Terör örgütü elebaşı Öcalan’la görüşme yapılması için yapılan çağrıları hatırlatan Kavuncu, bu durumun hayata geçmesi durumunda İmralı’ya ilk gideceklerin de bu isimler olduğunu ekledi.

Kavuncu, “Bizim boşalttığımız koltuklara, kabul edilemeyecek bir tavırla diğer siyasi partilerden üye alarak doldurmak, kabul edilebilir bir yaklaşım değildir” diye konuştu.

Cumhurbaşkanı Recep Tayyip Erdoğan’ın, Mahmur Kampı’yla ilgili olarak 2021 yılında “Bölücü örgütün Mahmur’u terörün kuluçka merkezi olarak kullanmasına müsaade etmeyeceğiz. Terörü kaynağında kurutmaya devam edeceğiz” şeklinde bir açıklama yaptığını aktaran Kavuncu, terör örgütü elebaşı Öcalan’ın Mahmur’a gönderdiği mektupta ise “Buradaki halkımız kendi topraklarına dönecek. Ancak bireysel ve ailevi yaklaşımlar olmasın; kolektif bir şekilde döneceksiniz. Nereye ve nasıl döneceğinizi de biz belirleyeceğiz.” ifadelerini kullandığını söyledi.
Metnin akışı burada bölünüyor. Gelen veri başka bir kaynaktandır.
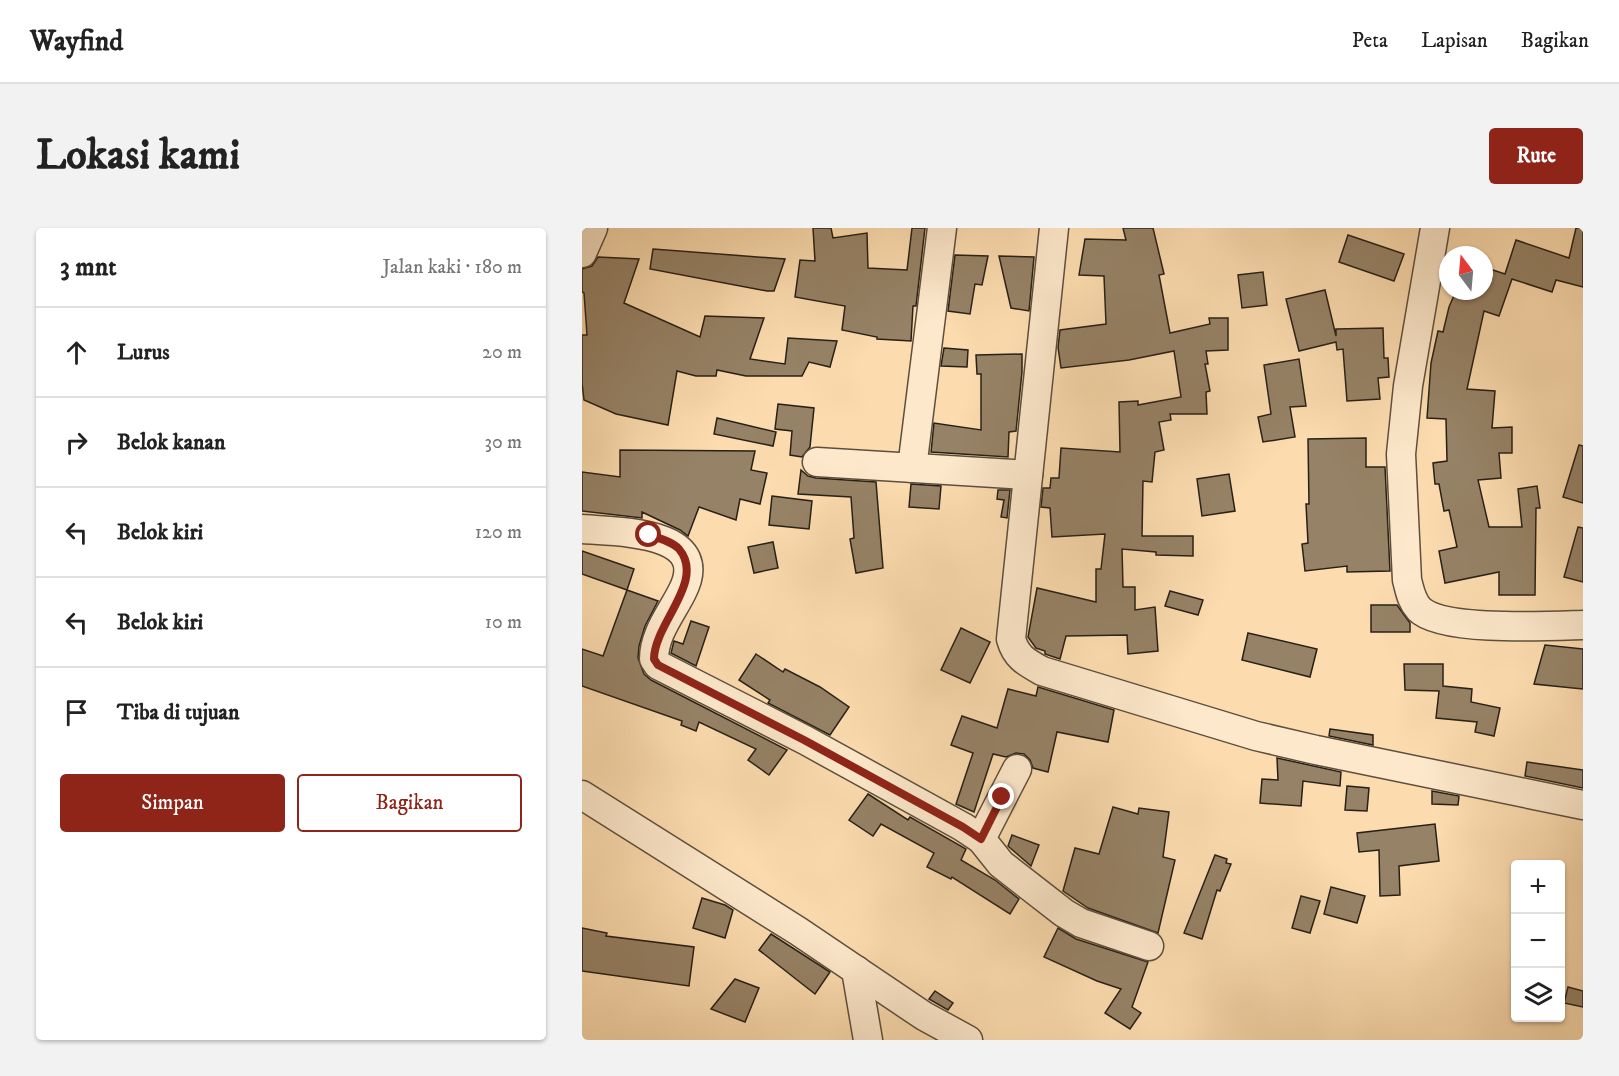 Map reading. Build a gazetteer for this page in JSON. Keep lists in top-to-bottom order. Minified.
{"north":"top","page":{"header":"Wayfind","nav":["Peta","Lapisan","Bagikan"],"buttons":["Rute",["Simpan","Bagikan"]],"title":"Lokasi kami","heading":["3 mnt","Jalan kaki · 180 m"],"list":[["Lurus","20 m"],["Belok kanan","30 m"],["Belok kiri","120 m"],["Belok kiri","10 m"],"Tiba di tujuan"],"map_buttons":["+","−"]}} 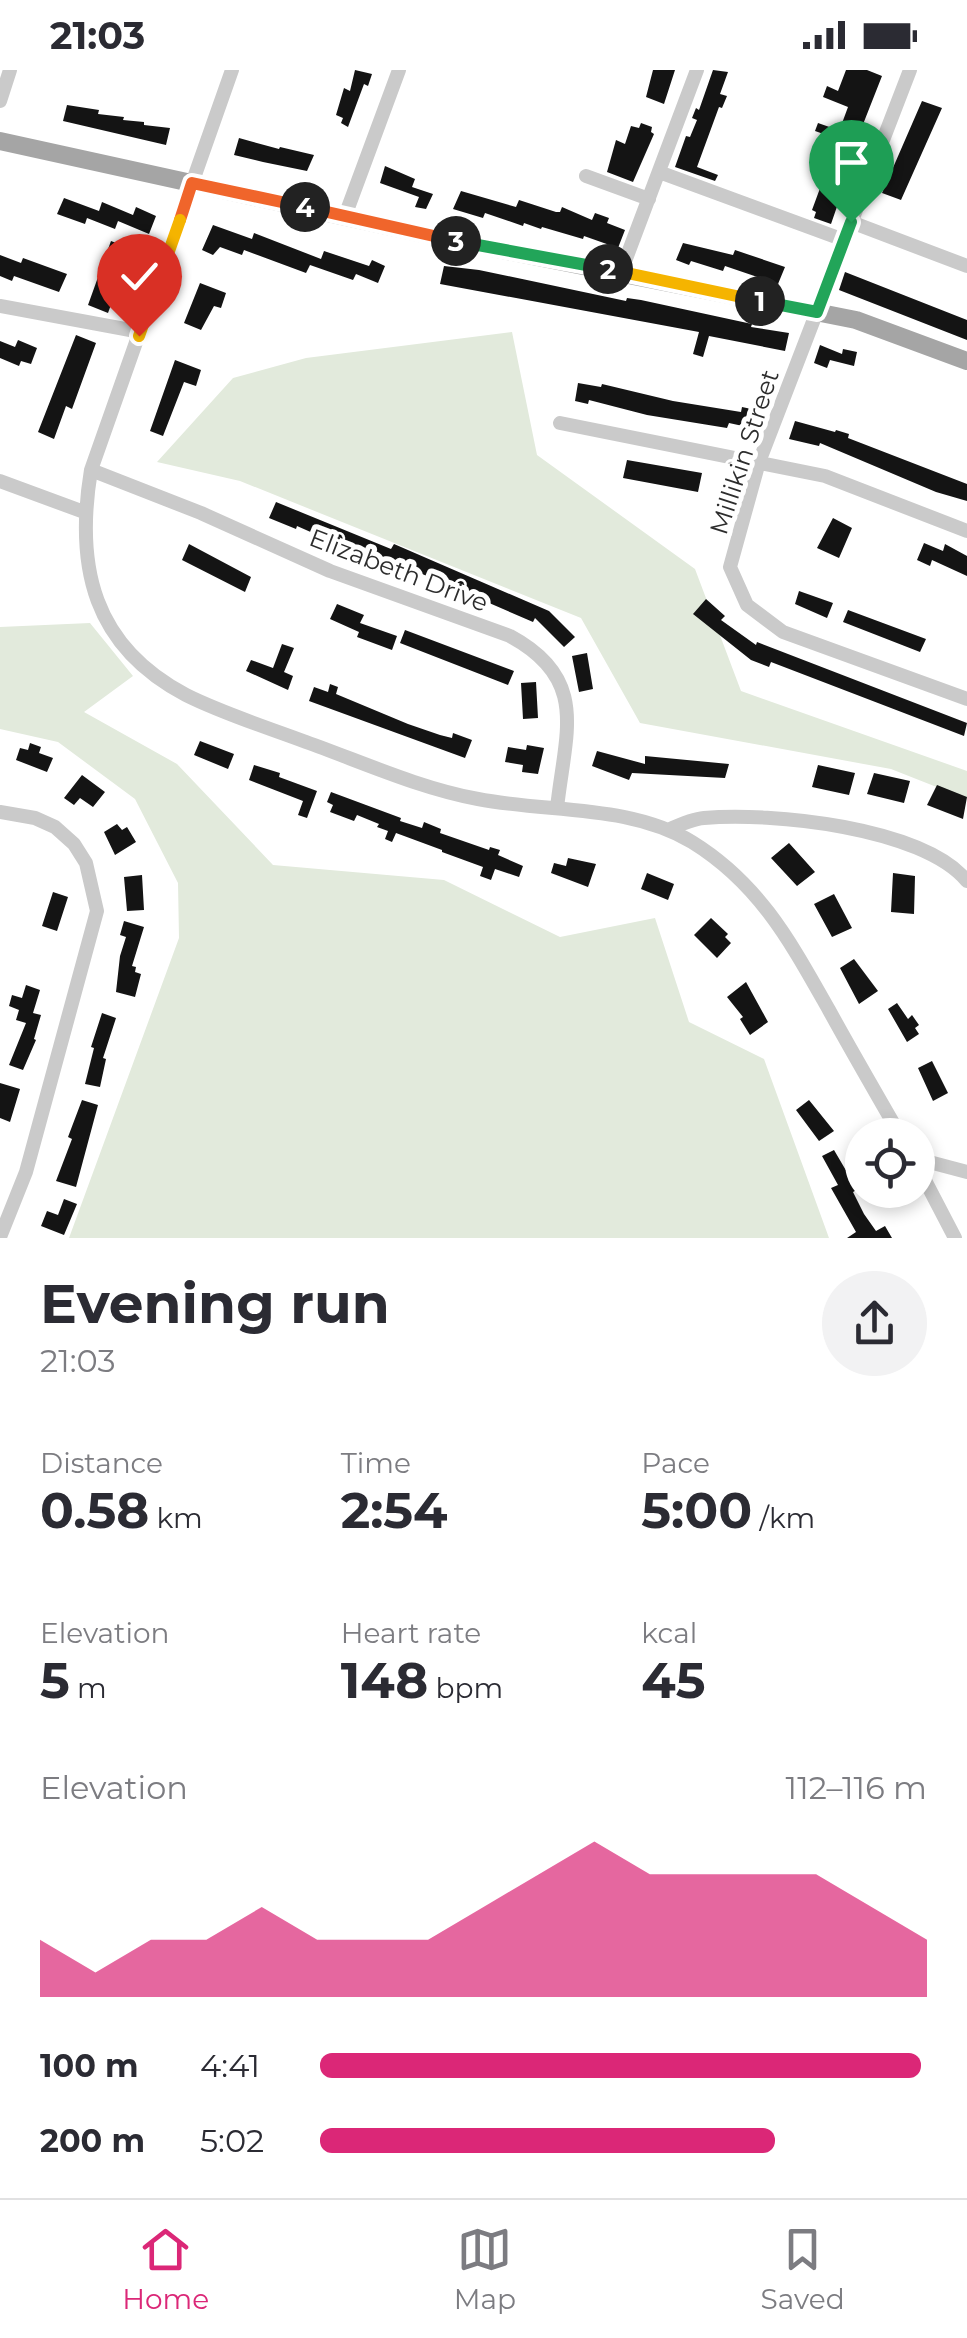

“Göç mühendisliği öneriyorlar”

Ortaya çıkan tabloyu “Göç mühendisliği” diyerek yorumlayan Kavuncu, “‘Bireysel olarak dönün, herkes kendi hayatını kursun.’ denmiyor; ‘Kolektif hareket edeceğiz ve hangi coğrafyaya yerleşeceğinizi biz söyleyeceğiz.’ deniyor. Sığınmacı meselesinde en liberal tutumu izleyen DEM Parti, o günkü adıyla HDP; yalnızca Ahlat’a 72 Ahıska Türkü ailenin gelmesi söz konusu olduğunda ortalığı ayağa kaldırmışlardı. Şimdi size soruyorum: Etnik bölücülüğün, kabileciliğin daha büyük bir kanıtı olabilir mi? Peki bundan en çok kim etkilenecek biliyor musunuz? Yıllarca devletine, milletine bağlı, terörle arasına kesin bir sınır koymuş Kürt vatandaşlarımız. Bir göç mühendisliği öneriyorlar. Acaba bunun sonucunda ne planlanıyor? Hep beraber göreceğiz” dedi.

Çanakkale’deki orman yangınında haberleşme problemi

Çanakkale’de yaşanan orman yangınına da değinen Kavuncu, vatandaşların felaketin ilk saatlerinde aileleriyle iletişim kuramadığına işaret ederek internet üzerinden yapılacak görüşmelerin daha sağlıklı gerçekleşebilmesi için gerekli çalışmaların bakanlık tarafından yapılmasının önemi dile getirdi.

Kavuncu, basın toplantısının sonunda gazetecilerin gündeme dair sorularını yanıtladı.